Mission District Biz Mixed on Meter Moves

By ARMAND EMAMDJOMEH

Tired of rushing out to check the meter while enjoying your meal at the new Urban Burger on Valencia Street? According to new plans by San Francisco’s Municipal Transit Authority, drivers may have to check their meters while shopping, drinking or eating until as late as 10 p.m. And Sundays may no longer be free.

“That would impact business all over Valencia,’ said Kristin McKee, a manager at Good Vibrations. “It definitely can make the difference between someone coming in and shopping or not.”

Mission District merchants’ reactions range from mixed to negative about the proposed rate hike and four more hours of paid parking, which are part of MTA’s efforts to fill a $128 million budget gap.

Metered parking rates across the city will rise 50 cents an hour beginning July 1, according to Judson True, media relations manager for MTA. This will raise the cost of metered parking in the Mission District to $2 an hour.

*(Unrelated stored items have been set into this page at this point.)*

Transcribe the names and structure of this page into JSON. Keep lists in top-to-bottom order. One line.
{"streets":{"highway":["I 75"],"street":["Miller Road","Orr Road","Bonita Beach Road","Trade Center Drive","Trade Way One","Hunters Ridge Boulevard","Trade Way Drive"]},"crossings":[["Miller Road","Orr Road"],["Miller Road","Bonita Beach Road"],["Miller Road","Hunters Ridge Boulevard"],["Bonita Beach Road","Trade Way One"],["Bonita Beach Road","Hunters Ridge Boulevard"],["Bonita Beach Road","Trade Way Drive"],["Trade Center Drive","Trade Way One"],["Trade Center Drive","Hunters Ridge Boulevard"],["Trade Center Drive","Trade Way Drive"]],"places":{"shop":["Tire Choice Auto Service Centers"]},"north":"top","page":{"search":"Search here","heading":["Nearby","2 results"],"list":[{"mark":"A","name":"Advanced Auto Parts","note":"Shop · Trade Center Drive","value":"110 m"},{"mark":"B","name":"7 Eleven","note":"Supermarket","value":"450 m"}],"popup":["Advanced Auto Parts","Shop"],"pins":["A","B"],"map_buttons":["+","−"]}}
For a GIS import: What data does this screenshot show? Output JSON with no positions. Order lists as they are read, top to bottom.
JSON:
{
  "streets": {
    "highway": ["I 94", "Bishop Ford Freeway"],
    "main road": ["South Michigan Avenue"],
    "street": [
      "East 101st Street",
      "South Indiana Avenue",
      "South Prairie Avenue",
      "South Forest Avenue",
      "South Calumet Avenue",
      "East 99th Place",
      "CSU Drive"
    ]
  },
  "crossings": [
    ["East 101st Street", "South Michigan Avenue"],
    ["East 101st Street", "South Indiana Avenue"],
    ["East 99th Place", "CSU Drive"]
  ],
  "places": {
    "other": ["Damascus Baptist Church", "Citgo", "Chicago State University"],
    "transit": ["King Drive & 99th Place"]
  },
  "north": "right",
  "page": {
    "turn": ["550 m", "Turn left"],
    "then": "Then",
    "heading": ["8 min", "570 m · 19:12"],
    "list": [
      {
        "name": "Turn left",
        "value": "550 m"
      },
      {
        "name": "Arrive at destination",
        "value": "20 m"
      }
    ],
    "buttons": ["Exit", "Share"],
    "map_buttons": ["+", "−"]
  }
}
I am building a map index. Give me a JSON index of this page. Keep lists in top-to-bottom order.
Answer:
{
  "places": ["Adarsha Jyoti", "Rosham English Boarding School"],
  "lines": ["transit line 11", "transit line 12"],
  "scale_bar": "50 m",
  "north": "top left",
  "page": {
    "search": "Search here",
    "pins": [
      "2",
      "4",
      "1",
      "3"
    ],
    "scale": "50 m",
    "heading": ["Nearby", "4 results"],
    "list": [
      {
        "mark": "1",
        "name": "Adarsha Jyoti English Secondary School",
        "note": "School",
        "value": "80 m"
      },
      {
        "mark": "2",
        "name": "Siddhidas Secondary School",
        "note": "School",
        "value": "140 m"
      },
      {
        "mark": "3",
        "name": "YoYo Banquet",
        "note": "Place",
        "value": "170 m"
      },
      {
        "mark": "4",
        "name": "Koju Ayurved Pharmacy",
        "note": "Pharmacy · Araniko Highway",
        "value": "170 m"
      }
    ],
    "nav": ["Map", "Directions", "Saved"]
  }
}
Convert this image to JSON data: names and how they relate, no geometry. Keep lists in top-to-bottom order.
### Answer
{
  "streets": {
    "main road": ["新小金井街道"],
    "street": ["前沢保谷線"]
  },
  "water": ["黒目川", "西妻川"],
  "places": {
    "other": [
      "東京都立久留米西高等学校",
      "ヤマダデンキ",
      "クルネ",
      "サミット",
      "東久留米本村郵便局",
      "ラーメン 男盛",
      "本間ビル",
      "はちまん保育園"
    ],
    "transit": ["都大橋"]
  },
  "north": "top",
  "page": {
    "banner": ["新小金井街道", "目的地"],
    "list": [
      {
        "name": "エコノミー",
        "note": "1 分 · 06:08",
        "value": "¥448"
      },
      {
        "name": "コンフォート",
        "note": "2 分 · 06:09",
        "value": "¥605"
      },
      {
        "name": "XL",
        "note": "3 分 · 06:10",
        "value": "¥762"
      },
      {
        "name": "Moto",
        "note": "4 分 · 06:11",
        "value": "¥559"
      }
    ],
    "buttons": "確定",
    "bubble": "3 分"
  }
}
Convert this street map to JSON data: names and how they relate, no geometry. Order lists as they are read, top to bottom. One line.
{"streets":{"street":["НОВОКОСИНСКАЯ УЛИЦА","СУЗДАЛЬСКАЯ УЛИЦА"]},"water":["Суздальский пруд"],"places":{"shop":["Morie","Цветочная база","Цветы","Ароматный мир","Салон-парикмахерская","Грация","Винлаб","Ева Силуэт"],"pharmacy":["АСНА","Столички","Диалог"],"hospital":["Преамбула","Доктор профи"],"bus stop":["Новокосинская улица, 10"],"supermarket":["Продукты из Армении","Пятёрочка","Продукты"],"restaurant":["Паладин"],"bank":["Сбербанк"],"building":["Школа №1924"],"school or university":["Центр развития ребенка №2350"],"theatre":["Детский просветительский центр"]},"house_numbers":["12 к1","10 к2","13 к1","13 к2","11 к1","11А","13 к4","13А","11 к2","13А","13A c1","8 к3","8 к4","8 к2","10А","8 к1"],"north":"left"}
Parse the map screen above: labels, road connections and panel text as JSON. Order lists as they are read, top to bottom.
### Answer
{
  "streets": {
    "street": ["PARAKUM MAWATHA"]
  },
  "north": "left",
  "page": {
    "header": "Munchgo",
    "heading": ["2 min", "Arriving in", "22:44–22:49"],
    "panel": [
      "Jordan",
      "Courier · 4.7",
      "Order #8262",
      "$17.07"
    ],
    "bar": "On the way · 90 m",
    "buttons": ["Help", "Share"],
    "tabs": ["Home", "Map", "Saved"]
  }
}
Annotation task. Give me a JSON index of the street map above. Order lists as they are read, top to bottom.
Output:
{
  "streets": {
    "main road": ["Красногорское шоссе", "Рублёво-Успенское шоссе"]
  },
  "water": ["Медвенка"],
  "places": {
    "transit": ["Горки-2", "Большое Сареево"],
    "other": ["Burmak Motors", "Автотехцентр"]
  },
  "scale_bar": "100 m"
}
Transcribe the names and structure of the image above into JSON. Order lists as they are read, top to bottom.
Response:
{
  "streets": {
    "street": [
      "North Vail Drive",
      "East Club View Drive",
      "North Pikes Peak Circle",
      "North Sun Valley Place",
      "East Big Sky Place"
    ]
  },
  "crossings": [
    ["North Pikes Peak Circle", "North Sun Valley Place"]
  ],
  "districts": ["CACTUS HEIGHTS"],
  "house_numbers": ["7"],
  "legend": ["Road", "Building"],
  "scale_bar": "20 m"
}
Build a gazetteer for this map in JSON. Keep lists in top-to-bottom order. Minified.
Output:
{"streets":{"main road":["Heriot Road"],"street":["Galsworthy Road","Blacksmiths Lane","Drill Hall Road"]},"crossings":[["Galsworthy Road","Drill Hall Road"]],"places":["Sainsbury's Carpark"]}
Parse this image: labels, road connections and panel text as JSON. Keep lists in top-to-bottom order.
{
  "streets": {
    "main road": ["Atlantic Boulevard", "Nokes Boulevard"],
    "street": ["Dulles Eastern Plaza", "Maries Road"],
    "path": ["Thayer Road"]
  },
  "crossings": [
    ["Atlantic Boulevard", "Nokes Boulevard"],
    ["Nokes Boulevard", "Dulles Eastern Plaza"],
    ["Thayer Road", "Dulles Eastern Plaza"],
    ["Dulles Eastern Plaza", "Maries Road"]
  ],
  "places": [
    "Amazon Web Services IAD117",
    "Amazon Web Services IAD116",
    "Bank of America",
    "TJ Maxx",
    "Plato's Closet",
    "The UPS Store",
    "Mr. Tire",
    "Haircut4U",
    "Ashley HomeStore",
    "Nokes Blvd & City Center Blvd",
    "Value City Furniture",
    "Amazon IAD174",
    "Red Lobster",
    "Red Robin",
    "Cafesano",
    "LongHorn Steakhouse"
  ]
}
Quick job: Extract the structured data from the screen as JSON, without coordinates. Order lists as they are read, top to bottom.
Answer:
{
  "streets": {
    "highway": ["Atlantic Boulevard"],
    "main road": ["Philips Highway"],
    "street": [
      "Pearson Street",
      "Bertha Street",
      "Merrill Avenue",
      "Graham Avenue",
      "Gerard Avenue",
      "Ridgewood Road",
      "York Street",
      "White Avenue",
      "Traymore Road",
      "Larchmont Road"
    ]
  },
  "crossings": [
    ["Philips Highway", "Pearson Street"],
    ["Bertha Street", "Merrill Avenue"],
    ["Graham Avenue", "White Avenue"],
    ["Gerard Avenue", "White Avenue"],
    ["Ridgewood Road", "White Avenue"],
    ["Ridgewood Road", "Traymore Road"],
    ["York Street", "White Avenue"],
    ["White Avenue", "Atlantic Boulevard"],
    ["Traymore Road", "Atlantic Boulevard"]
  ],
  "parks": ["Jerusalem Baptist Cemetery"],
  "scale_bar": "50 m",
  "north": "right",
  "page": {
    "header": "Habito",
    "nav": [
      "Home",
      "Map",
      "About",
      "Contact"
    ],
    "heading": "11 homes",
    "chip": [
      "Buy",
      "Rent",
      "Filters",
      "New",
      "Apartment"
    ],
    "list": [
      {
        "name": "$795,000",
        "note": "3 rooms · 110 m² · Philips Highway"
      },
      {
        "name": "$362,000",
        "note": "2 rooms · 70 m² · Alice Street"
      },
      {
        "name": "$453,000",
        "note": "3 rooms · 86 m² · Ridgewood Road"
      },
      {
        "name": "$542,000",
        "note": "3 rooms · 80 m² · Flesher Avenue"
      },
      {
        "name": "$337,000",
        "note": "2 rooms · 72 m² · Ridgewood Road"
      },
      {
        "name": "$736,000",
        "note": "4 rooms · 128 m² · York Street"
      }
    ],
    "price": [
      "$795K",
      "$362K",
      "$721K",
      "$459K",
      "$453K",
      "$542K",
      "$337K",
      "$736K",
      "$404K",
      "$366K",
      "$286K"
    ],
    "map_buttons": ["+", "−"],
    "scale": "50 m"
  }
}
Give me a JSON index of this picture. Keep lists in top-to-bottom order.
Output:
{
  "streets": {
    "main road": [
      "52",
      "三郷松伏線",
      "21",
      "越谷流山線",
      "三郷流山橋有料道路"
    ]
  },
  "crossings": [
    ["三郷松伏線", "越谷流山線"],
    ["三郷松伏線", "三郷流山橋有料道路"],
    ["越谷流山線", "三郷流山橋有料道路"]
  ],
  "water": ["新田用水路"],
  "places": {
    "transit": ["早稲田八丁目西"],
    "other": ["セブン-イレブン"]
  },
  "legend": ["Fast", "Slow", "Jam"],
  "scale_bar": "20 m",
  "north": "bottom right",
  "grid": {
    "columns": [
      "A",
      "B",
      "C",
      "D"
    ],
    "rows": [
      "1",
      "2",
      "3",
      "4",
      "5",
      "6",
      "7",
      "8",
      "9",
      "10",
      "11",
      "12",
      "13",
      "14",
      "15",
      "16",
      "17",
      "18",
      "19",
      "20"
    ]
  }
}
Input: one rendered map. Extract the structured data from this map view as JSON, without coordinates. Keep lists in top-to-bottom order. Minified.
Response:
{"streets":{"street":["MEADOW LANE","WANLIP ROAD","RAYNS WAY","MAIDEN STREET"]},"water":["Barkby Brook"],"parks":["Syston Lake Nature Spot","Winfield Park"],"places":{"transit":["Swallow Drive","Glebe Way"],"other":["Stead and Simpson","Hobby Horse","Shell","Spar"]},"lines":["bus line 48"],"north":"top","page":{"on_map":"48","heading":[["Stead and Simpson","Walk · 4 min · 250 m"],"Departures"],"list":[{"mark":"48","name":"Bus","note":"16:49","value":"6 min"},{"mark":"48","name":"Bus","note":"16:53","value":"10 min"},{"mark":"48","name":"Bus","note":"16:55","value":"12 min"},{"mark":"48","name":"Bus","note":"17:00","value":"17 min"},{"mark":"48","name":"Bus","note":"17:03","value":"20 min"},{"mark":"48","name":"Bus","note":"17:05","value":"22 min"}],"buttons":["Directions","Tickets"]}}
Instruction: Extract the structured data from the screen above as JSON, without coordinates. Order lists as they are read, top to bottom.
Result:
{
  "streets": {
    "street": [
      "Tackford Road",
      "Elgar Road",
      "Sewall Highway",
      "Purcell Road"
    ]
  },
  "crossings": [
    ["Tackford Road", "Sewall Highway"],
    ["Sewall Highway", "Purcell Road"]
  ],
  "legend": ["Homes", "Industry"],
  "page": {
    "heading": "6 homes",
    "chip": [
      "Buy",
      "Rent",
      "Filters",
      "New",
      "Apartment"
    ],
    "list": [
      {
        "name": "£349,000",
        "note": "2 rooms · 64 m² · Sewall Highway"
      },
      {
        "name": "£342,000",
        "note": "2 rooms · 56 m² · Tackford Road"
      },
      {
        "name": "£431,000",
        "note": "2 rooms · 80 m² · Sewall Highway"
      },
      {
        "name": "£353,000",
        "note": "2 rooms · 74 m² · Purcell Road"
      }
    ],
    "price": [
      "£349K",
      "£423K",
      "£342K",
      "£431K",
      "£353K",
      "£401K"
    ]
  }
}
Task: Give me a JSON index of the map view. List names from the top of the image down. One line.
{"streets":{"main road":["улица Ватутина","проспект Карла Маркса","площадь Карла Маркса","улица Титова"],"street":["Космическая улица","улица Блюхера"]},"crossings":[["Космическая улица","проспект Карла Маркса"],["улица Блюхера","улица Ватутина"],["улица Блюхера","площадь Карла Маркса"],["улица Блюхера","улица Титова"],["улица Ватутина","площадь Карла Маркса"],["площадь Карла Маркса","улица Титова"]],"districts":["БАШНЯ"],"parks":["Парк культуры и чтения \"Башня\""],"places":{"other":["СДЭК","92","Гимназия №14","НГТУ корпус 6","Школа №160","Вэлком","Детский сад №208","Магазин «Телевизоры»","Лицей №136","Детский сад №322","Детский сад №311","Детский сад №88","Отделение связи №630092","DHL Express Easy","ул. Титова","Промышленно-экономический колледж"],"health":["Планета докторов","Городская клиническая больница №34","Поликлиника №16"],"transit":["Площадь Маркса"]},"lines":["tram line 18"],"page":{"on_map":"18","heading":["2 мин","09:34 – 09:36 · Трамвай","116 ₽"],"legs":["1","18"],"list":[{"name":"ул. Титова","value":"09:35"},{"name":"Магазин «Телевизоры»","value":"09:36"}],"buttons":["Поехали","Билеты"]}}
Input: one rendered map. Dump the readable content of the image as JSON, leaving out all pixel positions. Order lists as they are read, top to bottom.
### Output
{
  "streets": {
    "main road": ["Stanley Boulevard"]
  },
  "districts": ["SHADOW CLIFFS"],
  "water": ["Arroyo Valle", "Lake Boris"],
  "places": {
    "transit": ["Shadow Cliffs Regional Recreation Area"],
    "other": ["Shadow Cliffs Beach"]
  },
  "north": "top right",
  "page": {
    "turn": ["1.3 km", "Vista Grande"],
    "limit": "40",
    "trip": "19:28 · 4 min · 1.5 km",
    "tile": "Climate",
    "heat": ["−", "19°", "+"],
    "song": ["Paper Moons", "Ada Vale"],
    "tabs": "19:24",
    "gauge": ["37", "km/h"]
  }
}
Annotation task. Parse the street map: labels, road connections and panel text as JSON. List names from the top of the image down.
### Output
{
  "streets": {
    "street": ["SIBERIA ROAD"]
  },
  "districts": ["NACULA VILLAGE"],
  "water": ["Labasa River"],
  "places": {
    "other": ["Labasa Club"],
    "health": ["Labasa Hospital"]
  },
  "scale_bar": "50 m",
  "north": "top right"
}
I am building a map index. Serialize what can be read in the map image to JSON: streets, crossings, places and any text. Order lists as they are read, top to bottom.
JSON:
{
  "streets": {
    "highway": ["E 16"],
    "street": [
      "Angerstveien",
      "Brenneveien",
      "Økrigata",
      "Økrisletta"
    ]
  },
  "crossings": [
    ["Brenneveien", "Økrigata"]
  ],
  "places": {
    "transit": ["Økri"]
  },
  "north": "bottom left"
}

MTA is also conducting a study to extend the time drivers have to pay for parking to as late as 10 p.m.

True said extending the meters’ operating hours two hours until 8 p.m. would increase revenue by $1 million a year, while extending hours to 10 p.m. and all day Sunday would bring in an extra $9 million annually.

While merchants on Valencia Street are concerned about possible impacts on their businesses, many saw the changes as a way to cut down on driving in the city.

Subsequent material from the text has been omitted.